* Prompt:
Provide only the number of lines below in which the string "bold" occurs.

*** Source information ***

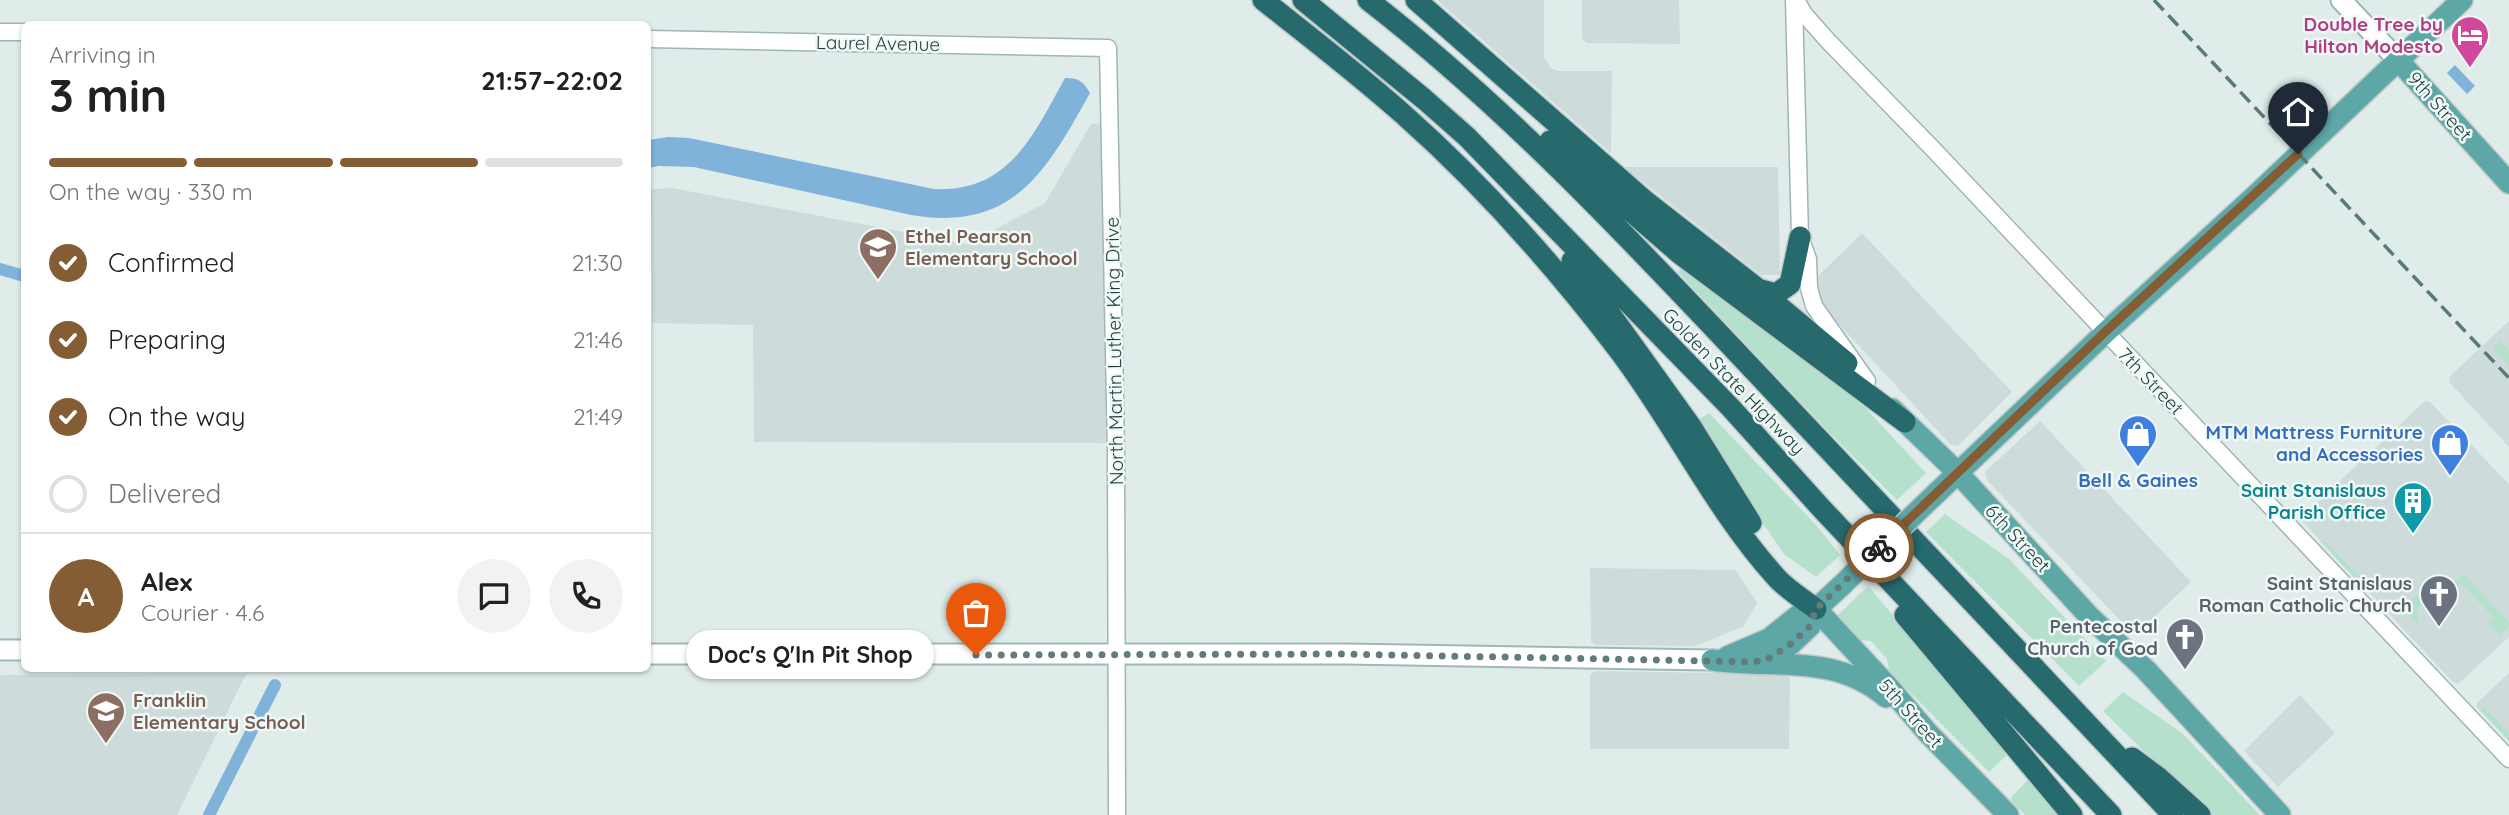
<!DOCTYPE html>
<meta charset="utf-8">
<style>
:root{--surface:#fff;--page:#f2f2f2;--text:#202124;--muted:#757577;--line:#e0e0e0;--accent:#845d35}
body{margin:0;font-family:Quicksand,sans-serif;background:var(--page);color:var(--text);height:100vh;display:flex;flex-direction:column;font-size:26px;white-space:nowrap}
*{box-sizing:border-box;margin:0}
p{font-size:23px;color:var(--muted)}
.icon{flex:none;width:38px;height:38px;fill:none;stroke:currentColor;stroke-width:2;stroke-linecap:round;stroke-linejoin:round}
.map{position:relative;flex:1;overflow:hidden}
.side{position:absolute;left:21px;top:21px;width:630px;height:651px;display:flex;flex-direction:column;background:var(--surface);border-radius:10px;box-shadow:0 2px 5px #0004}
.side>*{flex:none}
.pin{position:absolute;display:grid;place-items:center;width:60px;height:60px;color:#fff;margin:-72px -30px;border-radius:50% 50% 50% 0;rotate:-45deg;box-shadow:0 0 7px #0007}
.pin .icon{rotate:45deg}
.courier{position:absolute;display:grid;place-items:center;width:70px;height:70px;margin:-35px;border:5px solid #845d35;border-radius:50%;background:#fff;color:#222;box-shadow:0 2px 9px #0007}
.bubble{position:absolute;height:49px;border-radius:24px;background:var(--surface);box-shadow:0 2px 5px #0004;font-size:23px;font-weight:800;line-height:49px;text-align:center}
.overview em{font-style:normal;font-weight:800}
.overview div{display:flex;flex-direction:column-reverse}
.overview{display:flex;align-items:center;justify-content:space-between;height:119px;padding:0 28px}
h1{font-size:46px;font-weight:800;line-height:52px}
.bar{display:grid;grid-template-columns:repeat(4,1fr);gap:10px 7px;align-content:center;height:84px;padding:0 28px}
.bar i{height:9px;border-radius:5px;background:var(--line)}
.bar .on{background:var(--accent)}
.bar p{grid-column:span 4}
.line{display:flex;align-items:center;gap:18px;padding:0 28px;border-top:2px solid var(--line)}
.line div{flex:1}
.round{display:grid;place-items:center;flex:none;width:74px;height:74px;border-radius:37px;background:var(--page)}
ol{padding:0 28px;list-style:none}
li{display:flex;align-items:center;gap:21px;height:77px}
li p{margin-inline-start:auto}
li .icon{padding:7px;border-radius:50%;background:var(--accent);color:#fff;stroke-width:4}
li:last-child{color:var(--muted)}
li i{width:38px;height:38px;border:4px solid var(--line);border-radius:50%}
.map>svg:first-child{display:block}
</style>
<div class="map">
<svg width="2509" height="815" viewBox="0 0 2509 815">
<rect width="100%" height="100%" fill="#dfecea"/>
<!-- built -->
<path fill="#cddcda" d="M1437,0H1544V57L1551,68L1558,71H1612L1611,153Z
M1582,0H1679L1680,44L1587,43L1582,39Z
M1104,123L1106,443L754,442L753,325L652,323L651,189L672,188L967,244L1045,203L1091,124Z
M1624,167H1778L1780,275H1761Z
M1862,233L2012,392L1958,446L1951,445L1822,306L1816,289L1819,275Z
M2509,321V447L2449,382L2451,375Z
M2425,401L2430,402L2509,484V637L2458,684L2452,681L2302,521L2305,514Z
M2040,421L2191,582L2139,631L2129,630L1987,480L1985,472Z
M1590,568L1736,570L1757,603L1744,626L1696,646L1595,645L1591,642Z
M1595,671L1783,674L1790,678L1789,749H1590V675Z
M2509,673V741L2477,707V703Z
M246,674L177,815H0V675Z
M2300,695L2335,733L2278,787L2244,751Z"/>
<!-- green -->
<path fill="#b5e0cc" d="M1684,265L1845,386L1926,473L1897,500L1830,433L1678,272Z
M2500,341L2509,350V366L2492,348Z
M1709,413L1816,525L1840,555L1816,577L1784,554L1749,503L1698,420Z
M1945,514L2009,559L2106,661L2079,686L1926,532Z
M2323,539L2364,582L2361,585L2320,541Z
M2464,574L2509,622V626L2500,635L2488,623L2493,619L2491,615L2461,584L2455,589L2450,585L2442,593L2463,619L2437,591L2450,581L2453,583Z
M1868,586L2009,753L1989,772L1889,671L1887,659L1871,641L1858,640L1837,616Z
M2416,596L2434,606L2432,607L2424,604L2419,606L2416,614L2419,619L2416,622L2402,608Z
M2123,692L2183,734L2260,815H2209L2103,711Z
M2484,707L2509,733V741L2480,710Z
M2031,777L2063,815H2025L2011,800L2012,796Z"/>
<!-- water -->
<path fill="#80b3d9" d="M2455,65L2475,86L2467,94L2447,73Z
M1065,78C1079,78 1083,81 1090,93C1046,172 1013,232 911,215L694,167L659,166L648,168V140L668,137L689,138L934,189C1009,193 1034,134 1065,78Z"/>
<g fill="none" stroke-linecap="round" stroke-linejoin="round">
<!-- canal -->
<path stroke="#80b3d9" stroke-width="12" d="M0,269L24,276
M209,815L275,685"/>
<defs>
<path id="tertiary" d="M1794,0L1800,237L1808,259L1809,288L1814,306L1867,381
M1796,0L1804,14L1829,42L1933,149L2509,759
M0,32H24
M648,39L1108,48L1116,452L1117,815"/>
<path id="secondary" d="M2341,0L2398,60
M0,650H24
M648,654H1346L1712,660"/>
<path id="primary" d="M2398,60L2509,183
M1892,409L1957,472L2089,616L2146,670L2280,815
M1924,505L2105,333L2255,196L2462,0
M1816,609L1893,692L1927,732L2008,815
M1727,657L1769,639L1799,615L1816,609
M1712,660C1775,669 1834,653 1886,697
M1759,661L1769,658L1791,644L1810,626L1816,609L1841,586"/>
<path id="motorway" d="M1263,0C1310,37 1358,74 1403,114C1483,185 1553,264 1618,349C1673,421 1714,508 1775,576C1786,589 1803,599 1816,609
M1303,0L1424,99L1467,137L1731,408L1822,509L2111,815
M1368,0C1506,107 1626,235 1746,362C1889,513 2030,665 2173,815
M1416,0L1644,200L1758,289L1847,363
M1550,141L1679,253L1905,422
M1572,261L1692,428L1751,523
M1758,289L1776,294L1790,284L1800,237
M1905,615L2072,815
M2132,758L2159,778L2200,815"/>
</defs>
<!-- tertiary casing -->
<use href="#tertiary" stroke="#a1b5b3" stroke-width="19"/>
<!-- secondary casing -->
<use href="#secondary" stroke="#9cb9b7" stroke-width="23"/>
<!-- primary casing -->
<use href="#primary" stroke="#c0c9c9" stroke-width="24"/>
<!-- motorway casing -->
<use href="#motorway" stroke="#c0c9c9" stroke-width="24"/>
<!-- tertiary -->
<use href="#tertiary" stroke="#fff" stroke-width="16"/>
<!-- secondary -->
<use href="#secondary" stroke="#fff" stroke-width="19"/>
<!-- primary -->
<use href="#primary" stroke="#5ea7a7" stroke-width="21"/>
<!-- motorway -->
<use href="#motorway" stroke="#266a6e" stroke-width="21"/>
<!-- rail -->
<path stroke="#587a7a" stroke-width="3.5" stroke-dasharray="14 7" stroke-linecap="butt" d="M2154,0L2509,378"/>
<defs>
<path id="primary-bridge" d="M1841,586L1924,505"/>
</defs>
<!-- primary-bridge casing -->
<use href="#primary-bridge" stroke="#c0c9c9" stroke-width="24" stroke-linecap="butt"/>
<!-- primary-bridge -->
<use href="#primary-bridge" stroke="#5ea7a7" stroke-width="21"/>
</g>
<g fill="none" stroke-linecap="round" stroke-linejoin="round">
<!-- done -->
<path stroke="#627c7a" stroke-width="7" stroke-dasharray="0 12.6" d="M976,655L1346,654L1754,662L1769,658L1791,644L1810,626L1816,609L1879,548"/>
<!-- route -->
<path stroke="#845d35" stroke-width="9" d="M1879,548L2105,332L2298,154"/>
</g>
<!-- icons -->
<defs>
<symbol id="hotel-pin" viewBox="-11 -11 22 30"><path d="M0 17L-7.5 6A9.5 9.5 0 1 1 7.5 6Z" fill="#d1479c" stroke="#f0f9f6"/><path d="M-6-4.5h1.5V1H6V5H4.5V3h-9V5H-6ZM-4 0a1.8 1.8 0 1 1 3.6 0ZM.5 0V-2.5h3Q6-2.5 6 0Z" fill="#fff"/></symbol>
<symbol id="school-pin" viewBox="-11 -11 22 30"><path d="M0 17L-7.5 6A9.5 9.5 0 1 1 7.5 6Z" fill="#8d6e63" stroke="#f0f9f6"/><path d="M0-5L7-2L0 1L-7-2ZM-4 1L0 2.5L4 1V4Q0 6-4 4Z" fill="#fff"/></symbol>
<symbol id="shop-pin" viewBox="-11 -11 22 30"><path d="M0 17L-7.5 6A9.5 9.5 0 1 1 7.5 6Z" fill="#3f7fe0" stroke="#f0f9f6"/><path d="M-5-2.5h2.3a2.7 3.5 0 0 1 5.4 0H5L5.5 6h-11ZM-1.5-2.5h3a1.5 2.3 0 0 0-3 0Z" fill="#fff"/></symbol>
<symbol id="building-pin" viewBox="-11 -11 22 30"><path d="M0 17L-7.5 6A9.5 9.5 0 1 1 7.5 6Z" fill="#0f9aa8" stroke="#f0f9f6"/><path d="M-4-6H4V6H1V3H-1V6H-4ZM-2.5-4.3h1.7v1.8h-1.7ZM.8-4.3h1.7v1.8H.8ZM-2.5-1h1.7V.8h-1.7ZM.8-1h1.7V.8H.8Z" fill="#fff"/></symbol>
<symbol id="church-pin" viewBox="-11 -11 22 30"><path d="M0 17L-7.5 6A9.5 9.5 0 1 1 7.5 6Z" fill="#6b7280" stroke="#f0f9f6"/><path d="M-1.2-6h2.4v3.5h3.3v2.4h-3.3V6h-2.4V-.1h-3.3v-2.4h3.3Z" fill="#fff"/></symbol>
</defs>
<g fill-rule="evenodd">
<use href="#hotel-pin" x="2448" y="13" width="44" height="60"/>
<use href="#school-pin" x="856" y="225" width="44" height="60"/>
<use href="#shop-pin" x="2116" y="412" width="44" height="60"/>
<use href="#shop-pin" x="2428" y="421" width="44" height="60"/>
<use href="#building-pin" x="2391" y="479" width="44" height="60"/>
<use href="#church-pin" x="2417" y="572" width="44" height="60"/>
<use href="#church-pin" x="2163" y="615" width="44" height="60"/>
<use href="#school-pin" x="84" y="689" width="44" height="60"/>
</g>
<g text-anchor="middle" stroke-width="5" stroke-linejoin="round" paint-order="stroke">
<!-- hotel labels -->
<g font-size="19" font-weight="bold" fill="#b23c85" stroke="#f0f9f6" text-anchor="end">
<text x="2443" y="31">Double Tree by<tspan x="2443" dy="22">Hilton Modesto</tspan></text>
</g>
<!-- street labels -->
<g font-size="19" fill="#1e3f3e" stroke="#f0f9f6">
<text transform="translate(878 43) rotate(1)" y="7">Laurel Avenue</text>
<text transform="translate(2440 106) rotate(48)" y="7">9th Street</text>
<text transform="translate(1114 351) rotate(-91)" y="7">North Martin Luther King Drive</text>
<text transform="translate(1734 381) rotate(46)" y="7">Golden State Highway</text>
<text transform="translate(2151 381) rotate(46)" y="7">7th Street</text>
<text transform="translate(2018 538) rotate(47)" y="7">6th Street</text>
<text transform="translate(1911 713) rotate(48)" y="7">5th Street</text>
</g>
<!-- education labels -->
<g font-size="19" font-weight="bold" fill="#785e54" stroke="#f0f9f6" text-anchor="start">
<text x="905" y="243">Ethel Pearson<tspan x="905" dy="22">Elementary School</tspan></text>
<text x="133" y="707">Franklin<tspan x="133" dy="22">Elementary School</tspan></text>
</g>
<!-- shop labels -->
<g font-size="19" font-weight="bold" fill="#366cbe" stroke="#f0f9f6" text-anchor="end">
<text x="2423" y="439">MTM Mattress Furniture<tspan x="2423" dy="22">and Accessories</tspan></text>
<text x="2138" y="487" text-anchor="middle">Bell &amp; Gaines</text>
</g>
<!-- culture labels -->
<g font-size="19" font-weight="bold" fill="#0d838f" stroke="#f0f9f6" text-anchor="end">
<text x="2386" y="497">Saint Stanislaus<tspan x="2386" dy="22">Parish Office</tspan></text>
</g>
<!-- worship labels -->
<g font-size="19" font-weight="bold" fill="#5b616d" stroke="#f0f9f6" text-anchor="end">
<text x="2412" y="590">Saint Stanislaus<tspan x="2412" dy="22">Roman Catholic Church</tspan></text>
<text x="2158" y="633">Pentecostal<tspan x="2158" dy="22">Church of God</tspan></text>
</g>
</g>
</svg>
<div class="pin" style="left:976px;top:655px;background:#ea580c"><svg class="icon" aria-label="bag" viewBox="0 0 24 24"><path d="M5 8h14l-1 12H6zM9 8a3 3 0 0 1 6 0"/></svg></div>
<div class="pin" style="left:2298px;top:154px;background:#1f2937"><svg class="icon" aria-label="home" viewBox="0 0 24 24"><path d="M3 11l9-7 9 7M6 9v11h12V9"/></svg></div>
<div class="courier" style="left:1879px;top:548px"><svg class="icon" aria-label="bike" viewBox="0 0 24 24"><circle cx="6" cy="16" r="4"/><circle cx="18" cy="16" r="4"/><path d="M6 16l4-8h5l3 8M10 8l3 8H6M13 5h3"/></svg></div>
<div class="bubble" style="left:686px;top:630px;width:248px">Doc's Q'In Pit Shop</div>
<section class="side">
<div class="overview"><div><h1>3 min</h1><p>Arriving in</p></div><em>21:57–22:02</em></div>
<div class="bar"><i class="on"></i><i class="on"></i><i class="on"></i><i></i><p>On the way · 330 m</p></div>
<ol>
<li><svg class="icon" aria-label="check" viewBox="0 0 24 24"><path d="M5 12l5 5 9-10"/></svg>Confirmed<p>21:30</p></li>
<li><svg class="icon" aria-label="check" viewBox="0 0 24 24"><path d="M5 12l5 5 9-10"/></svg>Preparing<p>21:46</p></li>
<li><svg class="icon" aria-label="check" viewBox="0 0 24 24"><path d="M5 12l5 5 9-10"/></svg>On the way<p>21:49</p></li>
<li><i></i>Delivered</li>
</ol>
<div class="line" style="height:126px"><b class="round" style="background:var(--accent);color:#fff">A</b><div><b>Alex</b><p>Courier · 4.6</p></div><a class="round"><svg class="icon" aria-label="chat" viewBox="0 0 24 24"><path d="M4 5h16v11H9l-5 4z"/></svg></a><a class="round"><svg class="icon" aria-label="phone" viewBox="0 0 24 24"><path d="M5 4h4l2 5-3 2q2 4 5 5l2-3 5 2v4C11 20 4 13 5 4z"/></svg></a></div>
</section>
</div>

*** End of Source information ***

* Solution:
5